A 50-year-old female patient presented to our radiology department complaining of lumbar and right lower extremity pain and weakness. Magnetic resonance imaging (MRI) of the lumbo-sacral spine demonstrated severe circumferential compression of the dural sac (from L5 to S1) caused by significant epidural fat hypertrophy (Fig. 1a–c).
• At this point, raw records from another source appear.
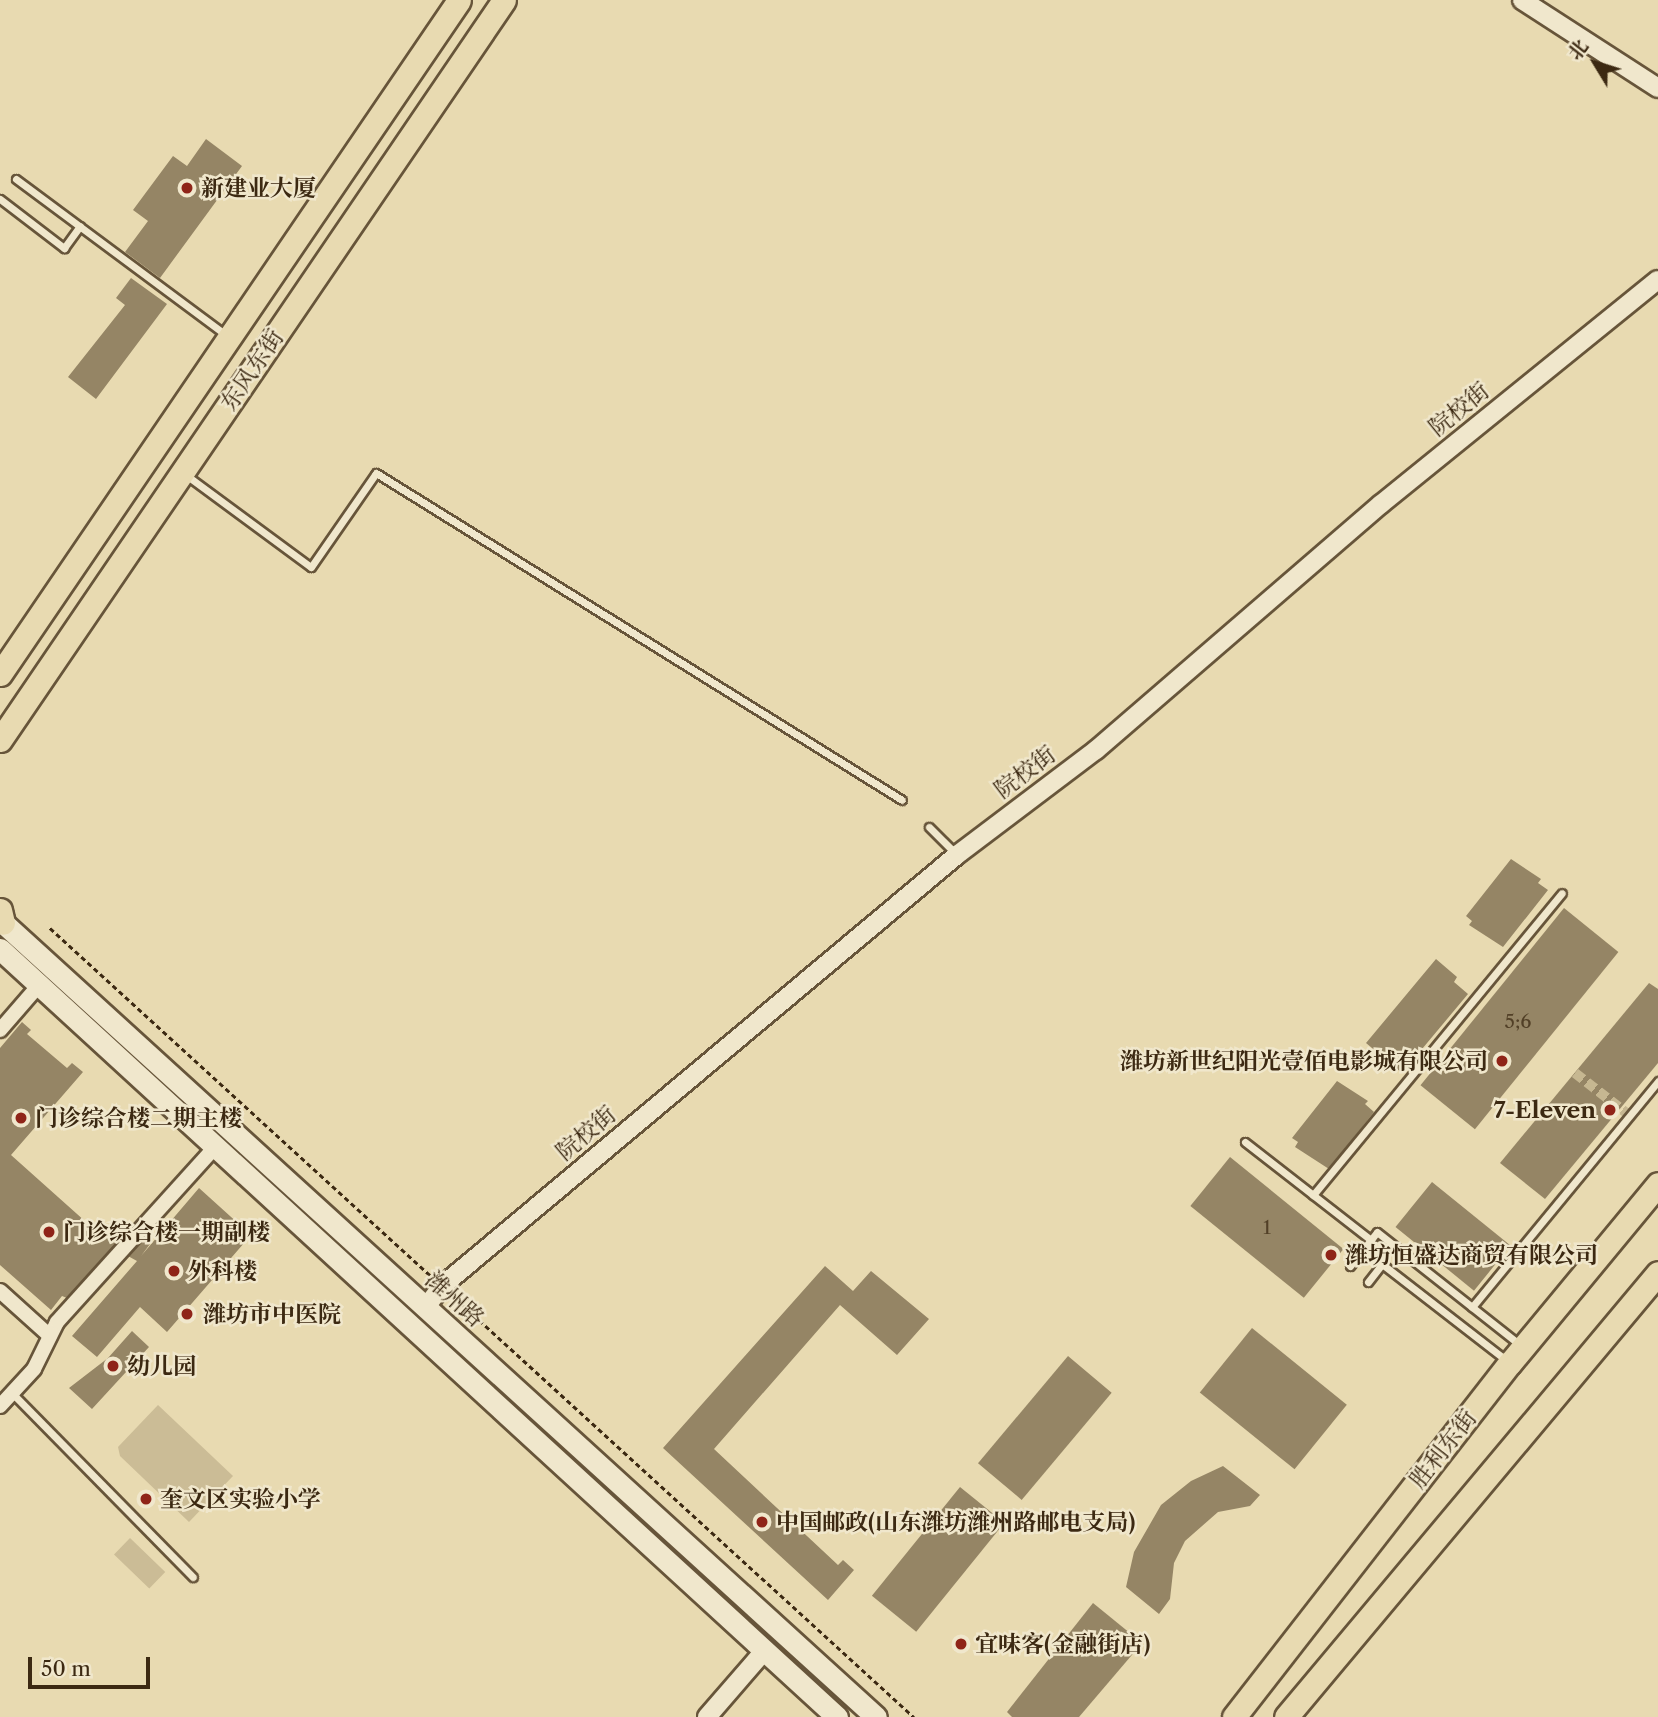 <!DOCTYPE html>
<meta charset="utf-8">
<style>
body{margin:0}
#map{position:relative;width:1658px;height:1717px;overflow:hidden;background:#e8dab1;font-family:"Libre Caslon Text","Noto Serif SC",serif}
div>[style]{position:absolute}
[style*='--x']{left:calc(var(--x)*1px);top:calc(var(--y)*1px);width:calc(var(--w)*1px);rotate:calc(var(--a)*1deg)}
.green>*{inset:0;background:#cbbc96;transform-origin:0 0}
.building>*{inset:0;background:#958565;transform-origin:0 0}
.pedestrian-tunnel>*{height:10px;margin-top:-5px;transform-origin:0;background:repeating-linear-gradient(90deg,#c6b791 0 10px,transparent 0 15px)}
.path>*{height:2.5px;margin-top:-1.25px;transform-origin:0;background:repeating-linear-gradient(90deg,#3c2912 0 5px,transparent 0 8.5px)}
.roads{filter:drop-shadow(2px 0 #67553a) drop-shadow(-2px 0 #67553a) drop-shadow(0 2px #67553a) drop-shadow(0 -2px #67553a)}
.service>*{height:7px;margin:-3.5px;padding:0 3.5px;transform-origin:3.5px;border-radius:3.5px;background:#f0e7cc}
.minor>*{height:14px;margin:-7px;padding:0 7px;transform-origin:7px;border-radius:7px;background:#f0e7cc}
.tertiary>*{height:18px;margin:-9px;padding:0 9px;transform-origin:9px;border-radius:9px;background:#f0e7cc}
.secondary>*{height:21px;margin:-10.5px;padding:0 10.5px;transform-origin:10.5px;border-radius:10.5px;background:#f0e7cc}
.primary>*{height:23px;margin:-11.5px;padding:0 11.5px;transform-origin:11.5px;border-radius:11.5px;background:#e8dab1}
.dots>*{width:19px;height:19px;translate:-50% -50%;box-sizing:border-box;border:4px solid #f0e7cc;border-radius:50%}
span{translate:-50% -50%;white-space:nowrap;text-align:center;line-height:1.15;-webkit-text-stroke:5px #f0e7cc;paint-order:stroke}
.number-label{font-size:19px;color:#524027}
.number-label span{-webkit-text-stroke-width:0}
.poi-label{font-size:23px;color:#3c2912;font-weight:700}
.left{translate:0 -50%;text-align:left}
.right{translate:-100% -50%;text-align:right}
.street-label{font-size:23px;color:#3c2912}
.north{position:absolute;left:1560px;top:28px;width:70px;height:70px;-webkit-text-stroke:5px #f0e7cc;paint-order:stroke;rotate:308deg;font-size:19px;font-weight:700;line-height:28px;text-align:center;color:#3c2912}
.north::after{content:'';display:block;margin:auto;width:24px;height:32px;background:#3c2912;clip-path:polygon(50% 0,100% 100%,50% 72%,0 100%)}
.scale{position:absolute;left:28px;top:1657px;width:122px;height:32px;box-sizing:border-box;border:4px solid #3c2912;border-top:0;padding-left:9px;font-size:21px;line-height:24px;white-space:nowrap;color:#3c2912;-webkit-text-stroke:5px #f0e7cc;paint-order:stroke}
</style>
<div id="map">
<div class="green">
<div style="clip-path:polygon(158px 1405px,233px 1476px,189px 1522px,120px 1456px,118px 1447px)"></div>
<div style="left:130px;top:1538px;width:49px;height:23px;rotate:44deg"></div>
</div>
<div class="building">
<div style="clip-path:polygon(206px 139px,242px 166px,160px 278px,125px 252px,148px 221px,133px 210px,173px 156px,187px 166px)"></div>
<div style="clip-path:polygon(131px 278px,167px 304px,96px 399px,68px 377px,125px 305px,116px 298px)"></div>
<div style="clip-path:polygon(1511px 859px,1541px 879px,1538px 883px,1548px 890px,1503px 947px,1469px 925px,1472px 921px,1466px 916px)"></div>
<div style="left:1564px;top:908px;width:70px;height:228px;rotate:39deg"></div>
<div style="clip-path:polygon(1436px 959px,1457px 977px,1454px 982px,1468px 994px,1402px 1073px,1366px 1043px)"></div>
<div style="clip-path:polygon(1649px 983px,1658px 989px,1658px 1063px,1545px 1199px,1500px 1163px)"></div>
<div style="clip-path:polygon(22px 1022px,31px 1030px,27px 1034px,67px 1068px,72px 1063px,83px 1072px,11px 1155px,105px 1239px,119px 1224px,129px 1226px,150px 1244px,141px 1256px,199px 1188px,251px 1235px,167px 1332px,140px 1307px,97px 1357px,72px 1336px,137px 1261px,117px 1250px,72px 1300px,62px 1296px,51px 1310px,0 1265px,0 1048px)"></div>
<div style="clip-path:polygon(1337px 1081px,1368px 1101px,1365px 1104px,1374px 1112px,1329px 1169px,1295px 1147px,1298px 1142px,1292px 1138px)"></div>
<div style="left:1230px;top:1157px;width:146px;height:63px;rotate:39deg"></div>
<div style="left:1432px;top:1182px;width:101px;height:58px;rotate:39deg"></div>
<div style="clip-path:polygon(825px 1266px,853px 1291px,871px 1271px,929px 1319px,897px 1355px,840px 1305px,714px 1449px,838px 1565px,843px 1560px,854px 1570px,828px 1600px,663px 1448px)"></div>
<div style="left:1252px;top:1328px;width:122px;height:83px;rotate:39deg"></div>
<div style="clip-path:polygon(132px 1331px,149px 1347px,92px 1409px,69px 1388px,108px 1358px)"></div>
<div style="left:1068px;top:1356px;width:57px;height:140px;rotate:40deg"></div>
<div style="clip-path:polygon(1223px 1466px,1260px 1495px,1250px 1506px,1218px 1512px,1185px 1541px,1174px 1563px,1170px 1599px,1159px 1614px,1126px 1587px,1134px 1552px,1161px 1505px,1191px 1481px)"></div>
<div style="left:960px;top:1487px;width:57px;height:140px;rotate:39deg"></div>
<div style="clip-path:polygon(1093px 1603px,1136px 1638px,1137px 1649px,1079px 1717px,1012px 1717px,1007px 1712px)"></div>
</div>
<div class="pedestrian-tunnel">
<div style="--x:1575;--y:1073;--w:68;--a:37.9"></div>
</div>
<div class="path">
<div style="--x:50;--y:928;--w:516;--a:42.41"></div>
<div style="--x:454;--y:1297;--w:623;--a:42.4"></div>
</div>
<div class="roads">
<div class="service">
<div style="--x:16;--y:179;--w:262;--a:36.6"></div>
<div style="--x:0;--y:199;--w:81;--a:37.4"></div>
<div style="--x:64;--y:248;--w:27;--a:-54"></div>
<div style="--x:186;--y:475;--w:155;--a:36.4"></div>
<div style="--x:311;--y:567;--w:114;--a:-55.3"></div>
<div style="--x:376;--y:473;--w:619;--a:31.87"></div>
<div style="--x:929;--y:827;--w:38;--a:45"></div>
<div style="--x:1245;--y:1142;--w:160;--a:37.9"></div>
<div style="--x:1313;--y:1195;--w:391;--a:-50.5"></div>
<div style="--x:1350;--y:1266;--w:43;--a:-51.5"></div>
<div style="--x:1377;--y:1232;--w:182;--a:38.3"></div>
<div style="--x:1368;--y:1282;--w:23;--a:-52"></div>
<div style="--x:1382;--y:1264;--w:158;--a:37.8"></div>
<div style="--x:1472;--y:1307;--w:293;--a:-50.5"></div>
<div style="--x:12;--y:1393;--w:258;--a:45.5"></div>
</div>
<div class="minor">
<div style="--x:0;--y:1030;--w:61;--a:-49"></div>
<div style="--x:0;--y:1291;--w:67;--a:42"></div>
<div style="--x:0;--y:1406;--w:50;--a:-47.4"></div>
<div style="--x:34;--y:1369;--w:52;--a:-63.9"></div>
<div style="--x:57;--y:1322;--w:237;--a:-47.9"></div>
</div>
<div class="tertiary">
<div style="--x:1522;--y:0;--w:162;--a:32.9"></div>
<div style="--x:426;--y:1307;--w:26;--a:-53"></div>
<div style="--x:442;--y:1286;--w:672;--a:-39.93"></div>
<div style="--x:957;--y:855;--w:174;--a:-37.1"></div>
<div style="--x:1096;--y:750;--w:376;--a:-40.8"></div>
<div style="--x:1381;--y:504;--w:356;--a:-39"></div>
<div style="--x:707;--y:1717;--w:89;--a:-49.1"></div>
</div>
<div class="secondary">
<div style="--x:0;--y:920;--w:1184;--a:42.3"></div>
<div style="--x:0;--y:949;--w:1136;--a:42.54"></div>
</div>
<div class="primary">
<div style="--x:0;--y:674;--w:815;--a:-55.74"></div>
<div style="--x:0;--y:740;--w:895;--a:-55.74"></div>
<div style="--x:0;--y:910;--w:13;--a:77"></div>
<div style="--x:1234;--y:1717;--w:449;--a:-52.1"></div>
<div style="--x:1510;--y:1363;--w:232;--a:-50.4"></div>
<div style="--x:1286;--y:1717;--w:579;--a:-50.04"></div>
</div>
</div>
<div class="dots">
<div style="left:187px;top:188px;background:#8f2418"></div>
<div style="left:1502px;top:1061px;background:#8f2418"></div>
<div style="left:1610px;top:1110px;background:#8f2418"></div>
<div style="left:21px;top:1118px;background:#8f2418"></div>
<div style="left:49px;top:1232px;background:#8f2418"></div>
<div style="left:1331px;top:1255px;background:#8f2418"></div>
<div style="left:174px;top:1271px;background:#8f2418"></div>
<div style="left:187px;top:1314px;background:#8f2418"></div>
<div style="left:113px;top:1366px;background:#8f2418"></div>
<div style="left:146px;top:1499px;background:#8f2418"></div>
<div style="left:762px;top:1522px;background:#8f2418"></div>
<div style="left:961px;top:1644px;background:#8f2418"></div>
</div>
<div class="number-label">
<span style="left:1518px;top:1022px">5;6</span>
<span style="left:1267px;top:1228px">1</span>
</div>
<div class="poi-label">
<span class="left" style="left:201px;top:188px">新建业大厦</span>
<span class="right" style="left:1488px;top:1061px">潍坊新世纪阳光壹佰电影城有限公司</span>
<span class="right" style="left:1596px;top:1110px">7-Eleven</span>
<span class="left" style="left:35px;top:1118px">门诊综合楼二期主楼</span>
<span class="left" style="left:63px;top:1232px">门诊综合楼一期副楼</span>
<span class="left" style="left:1345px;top:1255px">潍坊恒盛达商贸有限公司</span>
<span class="left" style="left:188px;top:1271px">外科楼</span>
<span class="left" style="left:203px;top:1314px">潍坊市中医院</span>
<span class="left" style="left:127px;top:1366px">幼儿园</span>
<span class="left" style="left:160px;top:1499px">奎文区实验小学</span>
<span class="left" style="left:776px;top:1522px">中国邮政(山东潍坊潍州路邮电支局)</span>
<span class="left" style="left:975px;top:1644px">宜味客(金融街店)</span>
</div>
<div class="street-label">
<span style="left:252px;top:370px;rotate:-56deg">东风东街</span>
<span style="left:1459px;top:409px;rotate:-39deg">院校街</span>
<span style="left:1025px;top:772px;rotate:-37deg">院校街</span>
<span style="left:586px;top:1133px;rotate:-40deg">院校街</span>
<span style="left:455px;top:1299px;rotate:42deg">潍州路</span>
<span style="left:1443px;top:1449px;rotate:-52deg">胜利东街</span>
</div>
<div class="north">北</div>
<div class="scale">50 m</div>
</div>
The compressed thecal sac adopted a “Y” configuration (Fig. 2), a finding characteristic of a grade III Borré et al. spinal epidural lipomatosis (SEL).

Fig. 1
figure 1

Midsagittal T1 (a), T2 (b), and STIR (c) weighted images show a large amount of circumferential epidural fat (black and white arrows) surrounding the dural sac at level L5-S1. No other substantial lumbar spine abnormality is present

Fig. 2
figure 2

Axial T2-weighted images at L5-S1 interspace (a) and S1 superior end plate (b) demonstrate the pathognomonic “Y” shape of the dural sac

SEL is a rare condition characterized by nonencapsulated adipose tissue accumulation in the thoracic or lumbar spinal canal’s epidural space which can cause spinal cord or nerve root compression [1, 2]. It can be due to chronic steroid therapy (55% of cases), obesity (25%), Cushing’s syndrome (3%), or idiopathic (17%) [3]. According to recent studies, SEL should be contemplated as a metabolic syndrome manifestation, alongside increased BMI, abdominal circumference, and visceral and liver fat deposits [4]. To diagnose and grade this condition, MRI is the gold standard imaging modality. Mild (grade I) SEL is asymptomatic, moderate (grade II) SEL is symptomatic in 14.5% of cases, whereas all severe (grade III) SEL cases are symptomatic [1]. Weight loss and/or steroids suspension are efficient therapeutic strategies. When conservative approaches fail, surgical management involving decompressive laminectomy and epidural adipose tissue excision is indicated [5].